> [Collected data]:
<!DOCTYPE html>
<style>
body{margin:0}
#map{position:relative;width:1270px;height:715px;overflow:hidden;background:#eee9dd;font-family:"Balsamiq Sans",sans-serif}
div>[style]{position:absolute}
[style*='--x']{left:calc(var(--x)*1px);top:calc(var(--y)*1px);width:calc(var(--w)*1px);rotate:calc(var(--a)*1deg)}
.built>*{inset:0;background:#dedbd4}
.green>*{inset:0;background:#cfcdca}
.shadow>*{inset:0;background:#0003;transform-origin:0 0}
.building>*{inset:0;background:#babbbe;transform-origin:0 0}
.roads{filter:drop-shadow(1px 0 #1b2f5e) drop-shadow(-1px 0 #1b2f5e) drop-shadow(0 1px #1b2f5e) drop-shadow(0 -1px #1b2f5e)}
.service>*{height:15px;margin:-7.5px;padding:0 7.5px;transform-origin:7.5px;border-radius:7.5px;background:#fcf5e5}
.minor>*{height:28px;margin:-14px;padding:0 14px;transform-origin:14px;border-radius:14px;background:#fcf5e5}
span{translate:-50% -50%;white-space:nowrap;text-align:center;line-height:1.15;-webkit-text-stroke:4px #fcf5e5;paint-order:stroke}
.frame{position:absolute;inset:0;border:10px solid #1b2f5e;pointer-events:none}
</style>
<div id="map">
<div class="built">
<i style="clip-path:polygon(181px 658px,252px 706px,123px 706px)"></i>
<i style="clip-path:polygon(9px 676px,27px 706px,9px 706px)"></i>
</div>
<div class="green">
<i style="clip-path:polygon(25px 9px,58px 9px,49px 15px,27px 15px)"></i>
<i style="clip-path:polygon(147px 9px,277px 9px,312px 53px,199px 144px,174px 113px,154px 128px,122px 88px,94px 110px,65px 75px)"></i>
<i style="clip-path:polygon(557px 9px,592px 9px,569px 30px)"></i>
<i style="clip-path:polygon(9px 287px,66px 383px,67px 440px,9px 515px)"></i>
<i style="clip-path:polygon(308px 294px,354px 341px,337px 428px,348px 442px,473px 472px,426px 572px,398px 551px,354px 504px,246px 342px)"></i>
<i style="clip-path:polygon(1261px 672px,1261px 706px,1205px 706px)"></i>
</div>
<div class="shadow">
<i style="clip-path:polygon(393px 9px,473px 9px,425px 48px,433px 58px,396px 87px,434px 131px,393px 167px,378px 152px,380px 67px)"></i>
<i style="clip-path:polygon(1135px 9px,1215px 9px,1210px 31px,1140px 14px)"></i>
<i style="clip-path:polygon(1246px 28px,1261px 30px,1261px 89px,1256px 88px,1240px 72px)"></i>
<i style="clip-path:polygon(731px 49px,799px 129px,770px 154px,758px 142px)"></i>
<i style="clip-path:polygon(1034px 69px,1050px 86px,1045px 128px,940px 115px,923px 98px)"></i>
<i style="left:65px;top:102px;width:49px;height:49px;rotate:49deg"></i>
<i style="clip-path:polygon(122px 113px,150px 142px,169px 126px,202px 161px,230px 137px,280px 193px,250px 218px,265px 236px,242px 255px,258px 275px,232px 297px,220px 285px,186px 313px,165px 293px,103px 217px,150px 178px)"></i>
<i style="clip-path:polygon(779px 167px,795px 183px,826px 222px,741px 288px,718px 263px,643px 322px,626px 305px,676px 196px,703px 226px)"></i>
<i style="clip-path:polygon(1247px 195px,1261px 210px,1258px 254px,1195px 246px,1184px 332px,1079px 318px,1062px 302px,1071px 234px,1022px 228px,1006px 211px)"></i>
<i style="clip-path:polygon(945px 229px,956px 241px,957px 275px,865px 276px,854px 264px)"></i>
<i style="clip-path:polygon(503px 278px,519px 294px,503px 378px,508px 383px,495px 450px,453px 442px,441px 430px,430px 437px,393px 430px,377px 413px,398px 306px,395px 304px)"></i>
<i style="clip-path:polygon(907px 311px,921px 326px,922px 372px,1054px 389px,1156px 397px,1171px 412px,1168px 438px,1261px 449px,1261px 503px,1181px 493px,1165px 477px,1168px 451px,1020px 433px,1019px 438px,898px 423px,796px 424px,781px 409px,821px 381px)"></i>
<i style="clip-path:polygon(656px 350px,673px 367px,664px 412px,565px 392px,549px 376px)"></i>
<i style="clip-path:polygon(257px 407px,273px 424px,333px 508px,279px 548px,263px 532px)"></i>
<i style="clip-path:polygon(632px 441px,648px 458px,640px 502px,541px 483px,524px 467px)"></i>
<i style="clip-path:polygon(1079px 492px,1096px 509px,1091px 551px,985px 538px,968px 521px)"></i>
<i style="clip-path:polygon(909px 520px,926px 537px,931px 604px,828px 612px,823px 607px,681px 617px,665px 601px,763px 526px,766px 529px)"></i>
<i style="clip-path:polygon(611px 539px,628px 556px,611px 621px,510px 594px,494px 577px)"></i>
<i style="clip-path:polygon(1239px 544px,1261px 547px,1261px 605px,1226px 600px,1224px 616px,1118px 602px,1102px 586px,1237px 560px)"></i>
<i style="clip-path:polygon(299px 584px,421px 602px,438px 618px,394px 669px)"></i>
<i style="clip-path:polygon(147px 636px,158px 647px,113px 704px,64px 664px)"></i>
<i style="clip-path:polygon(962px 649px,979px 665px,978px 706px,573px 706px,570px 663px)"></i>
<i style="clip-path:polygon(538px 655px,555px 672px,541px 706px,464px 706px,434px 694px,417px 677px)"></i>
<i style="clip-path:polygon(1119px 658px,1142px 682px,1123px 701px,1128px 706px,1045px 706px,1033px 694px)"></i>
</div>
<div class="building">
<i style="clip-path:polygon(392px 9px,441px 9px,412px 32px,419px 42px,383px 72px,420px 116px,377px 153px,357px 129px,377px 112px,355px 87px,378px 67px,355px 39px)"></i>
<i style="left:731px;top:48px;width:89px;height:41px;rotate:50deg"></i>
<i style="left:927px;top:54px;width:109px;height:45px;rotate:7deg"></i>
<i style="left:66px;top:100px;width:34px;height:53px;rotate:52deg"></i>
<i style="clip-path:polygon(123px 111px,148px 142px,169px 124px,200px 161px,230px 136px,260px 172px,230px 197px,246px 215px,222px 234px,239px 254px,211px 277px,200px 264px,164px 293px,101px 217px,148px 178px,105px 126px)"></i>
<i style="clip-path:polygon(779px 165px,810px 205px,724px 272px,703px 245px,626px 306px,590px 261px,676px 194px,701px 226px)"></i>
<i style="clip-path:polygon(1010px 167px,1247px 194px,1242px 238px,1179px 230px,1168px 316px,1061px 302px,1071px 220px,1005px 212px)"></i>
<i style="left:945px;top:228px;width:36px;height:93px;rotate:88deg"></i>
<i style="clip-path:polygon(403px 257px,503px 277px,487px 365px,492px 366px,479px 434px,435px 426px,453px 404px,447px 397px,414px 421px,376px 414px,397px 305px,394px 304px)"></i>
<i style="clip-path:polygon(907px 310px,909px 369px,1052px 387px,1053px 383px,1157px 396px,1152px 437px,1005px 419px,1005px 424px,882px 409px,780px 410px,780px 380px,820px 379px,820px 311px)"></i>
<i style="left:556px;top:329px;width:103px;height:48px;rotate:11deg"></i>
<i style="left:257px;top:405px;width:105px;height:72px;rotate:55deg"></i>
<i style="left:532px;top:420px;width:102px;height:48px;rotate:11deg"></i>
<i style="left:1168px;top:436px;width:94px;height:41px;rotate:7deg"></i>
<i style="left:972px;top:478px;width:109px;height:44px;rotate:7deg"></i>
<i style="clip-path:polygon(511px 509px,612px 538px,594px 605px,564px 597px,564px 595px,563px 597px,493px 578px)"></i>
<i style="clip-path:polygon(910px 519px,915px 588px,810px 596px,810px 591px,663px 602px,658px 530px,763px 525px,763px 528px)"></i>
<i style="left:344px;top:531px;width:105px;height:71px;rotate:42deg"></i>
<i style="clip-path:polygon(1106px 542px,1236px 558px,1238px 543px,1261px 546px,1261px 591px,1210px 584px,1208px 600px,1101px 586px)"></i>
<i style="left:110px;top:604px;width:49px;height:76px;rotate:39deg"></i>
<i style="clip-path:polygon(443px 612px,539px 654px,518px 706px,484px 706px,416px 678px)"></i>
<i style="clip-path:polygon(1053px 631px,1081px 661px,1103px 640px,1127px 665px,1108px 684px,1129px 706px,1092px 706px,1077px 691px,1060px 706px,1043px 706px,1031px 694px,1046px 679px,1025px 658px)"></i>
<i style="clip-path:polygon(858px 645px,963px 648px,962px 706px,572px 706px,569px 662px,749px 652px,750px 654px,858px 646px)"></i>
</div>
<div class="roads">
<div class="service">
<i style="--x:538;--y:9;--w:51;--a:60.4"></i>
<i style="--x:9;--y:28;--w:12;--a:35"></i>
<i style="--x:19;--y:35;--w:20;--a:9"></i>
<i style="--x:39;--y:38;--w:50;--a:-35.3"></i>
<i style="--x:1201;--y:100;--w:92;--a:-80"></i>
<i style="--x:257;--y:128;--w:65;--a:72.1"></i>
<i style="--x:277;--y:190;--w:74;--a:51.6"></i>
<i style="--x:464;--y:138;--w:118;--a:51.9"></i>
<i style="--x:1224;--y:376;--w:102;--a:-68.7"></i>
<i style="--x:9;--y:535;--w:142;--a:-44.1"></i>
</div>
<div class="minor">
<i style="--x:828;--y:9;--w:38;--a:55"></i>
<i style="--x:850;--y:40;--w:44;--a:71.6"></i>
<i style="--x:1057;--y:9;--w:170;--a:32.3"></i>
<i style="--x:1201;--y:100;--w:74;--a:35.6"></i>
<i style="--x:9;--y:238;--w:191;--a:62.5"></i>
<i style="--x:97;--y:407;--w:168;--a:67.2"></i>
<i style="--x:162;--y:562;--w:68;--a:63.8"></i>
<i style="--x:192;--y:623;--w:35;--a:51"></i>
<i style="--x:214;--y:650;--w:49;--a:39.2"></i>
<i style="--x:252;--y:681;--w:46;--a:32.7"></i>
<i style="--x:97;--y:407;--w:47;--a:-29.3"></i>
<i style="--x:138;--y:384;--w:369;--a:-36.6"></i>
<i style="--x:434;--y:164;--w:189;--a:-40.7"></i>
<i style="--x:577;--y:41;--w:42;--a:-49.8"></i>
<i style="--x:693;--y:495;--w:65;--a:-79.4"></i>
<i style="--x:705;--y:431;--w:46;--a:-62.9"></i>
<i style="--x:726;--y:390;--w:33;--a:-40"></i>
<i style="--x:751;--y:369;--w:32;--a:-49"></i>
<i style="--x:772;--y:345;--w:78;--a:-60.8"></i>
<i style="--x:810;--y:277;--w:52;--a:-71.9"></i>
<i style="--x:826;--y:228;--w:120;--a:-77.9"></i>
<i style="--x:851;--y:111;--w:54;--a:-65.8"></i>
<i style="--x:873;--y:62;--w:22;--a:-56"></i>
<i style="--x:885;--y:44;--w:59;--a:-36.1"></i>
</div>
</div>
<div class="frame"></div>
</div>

...

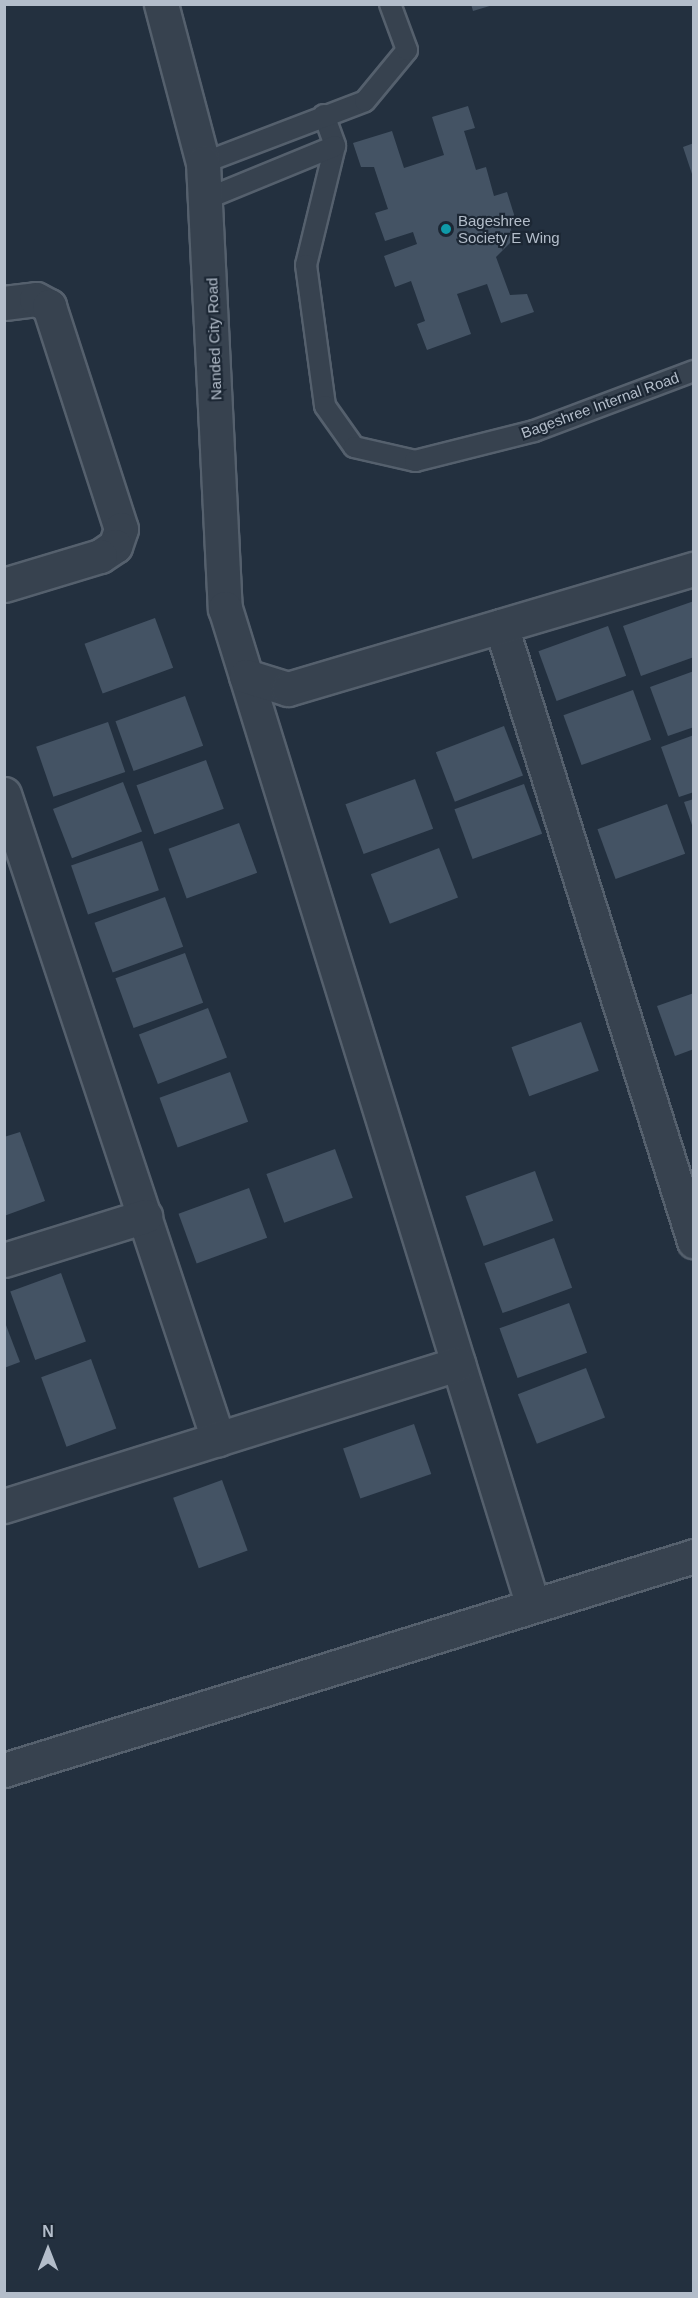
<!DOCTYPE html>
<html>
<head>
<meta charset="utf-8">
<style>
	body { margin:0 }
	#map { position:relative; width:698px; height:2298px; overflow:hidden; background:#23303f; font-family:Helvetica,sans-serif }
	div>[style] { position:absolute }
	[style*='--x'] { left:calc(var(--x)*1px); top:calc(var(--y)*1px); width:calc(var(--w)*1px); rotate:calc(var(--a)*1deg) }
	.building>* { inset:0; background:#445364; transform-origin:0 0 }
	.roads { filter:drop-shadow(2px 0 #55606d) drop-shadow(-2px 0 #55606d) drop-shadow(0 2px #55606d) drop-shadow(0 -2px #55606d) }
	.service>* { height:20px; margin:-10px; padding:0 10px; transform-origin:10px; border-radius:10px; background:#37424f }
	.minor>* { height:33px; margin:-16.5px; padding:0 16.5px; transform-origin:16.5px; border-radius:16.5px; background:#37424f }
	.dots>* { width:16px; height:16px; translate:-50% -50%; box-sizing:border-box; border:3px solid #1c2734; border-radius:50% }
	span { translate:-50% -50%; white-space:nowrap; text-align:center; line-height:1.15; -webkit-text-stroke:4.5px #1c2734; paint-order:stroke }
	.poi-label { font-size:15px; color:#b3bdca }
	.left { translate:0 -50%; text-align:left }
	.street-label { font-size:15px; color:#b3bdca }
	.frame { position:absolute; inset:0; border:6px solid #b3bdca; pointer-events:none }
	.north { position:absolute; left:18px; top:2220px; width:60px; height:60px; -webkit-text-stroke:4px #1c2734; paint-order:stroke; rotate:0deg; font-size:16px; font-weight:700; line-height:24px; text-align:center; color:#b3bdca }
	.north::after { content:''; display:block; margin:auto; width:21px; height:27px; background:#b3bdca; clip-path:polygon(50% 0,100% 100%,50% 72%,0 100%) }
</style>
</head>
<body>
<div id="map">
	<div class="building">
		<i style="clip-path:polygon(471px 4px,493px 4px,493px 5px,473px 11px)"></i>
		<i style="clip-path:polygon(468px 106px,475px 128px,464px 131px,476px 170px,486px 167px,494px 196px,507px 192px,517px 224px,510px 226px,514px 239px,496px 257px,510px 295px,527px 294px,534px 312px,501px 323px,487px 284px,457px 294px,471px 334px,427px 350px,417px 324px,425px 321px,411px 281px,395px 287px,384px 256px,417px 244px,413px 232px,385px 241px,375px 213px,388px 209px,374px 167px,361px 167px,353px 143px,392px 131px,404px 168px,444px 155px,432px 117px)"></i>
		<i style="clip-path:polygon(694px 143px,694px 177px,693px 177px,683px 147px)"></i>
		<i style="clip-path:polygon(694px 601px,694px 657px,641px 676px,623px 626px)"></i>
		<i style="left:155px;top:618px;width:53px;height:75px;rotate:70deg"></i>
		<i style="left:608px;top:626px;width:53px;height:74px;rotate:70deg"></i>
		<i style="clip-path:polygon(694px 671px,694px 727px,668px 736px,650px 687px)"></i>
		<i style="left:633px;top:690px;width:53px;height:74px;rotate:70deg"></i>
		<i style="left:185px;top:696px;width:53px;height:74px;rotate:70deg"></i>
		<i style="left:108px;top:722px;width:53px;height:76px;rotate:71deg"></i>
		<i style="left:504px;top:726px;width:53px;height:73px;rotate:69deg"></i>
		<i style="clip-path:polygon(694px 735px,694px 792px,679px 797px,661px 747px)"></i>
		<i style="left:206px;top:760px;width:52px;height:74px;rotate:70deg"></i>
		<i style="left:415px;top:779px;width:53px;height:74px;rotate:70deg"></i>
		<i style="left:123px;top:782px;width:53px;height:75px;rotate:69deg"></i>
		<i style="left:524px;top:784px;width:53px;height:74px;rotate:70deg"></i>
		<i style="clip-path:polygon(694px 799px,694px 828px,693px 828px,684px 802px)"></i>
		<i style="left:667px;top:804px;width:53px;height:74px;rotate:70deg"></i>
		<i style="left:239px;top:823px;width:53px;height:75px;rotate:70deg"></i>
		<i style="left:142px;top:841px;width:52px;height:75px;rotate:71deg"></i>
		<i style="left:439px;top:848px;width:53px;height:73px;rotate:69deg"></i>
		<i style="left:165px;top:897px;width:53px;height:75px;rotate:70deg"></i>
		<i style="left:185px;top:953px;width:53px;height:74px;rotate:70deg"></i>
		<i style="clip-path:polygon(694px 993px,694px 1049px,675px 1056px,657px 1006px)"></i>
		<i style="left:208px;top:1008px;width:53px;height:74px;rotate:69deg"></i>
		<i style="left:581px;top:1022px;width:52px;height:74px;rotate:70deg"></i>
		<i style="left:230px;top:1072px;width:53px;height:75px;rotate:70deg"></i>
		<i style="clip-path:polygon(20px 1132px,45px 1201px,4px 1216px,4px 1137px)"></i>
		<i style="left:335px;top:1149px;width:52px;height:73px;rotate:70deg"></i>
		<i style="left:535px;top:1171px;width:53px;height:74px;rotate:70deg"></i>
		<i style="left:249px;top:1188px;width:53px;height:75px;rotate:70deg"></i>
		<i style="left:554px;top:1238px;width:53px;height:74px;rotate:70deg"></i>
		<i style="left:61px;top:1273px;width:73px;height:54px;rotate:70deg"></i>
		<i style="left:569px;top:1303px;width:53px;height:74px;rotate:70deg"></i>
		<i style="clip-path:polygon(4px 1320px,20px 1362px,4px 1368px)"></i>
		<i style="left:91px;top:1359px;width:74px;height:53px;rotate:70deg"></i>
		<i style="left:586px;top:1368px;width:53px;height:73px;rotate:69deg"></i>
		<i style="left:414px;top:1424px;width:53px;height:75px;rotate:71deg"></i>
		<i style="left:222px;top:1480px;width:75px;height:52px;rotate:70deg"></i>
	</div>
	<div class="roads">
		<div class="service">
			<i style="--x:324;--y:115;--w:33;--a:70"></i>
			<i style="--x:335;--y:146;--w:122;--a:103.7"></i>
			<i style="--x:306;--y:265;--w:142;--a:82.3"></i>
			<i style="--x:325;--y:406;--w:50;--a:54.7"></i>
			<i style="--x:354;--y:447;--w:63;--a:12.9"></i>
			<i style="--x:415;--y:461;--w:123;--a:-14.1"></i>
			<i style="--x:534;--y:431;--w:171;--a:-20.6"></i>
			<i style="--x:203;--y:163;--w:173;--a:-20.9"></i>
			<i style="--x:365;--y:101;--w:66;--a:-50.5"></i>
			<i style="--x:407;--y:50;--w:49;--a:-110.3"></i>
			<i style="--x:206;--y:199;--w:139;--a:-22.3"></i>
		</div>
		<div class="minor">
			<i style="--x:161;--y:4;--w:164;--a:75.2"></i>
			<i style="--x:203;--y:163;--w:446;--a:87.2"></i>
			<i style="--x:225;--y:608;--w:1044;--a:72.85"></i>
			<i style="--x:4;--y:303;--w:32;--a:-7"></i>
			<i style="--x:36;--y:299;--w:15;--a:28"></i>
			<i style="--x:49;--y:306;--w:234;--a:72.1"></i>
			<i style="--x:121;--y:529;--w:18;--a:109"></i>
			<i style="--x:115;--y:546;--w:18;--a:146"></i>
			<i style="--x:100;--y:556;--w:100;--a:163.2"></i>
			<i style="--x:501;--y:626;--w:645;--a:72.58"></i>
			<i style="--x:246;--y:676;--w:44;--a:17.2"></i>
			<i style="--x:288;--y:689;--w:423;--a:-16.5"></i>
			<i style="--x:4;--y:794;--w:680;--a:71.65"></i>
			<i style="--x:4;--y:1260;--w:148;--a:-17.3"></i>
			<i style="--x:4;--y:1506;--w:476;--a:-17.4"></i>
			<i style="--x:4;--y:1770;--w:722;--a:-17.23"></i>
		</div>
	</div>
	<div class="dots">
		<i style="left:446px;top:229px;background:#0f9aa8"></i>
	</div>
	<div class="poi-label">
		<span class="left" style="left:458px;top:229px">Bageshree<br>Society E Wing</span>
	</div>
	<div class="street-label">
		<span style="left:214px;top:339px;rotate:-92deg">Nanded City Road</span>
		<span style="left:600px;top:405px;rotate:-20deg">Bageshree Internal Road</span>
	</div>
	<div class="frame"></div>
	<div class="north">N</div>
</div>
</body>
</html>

> [Assignment]: Where a line above includes "sans", copy that line.

> [Answer box]:
#map{position:relative;width:1270px;height:715px;overflow:hidden;background:#eee9dd;font-family:"Balsamiq Sans",sans-serif}
	#map { position:relative; width:698px; height:2298px; overflow:hidden; background:#23303f; font-family:Helvetica,sans-serif }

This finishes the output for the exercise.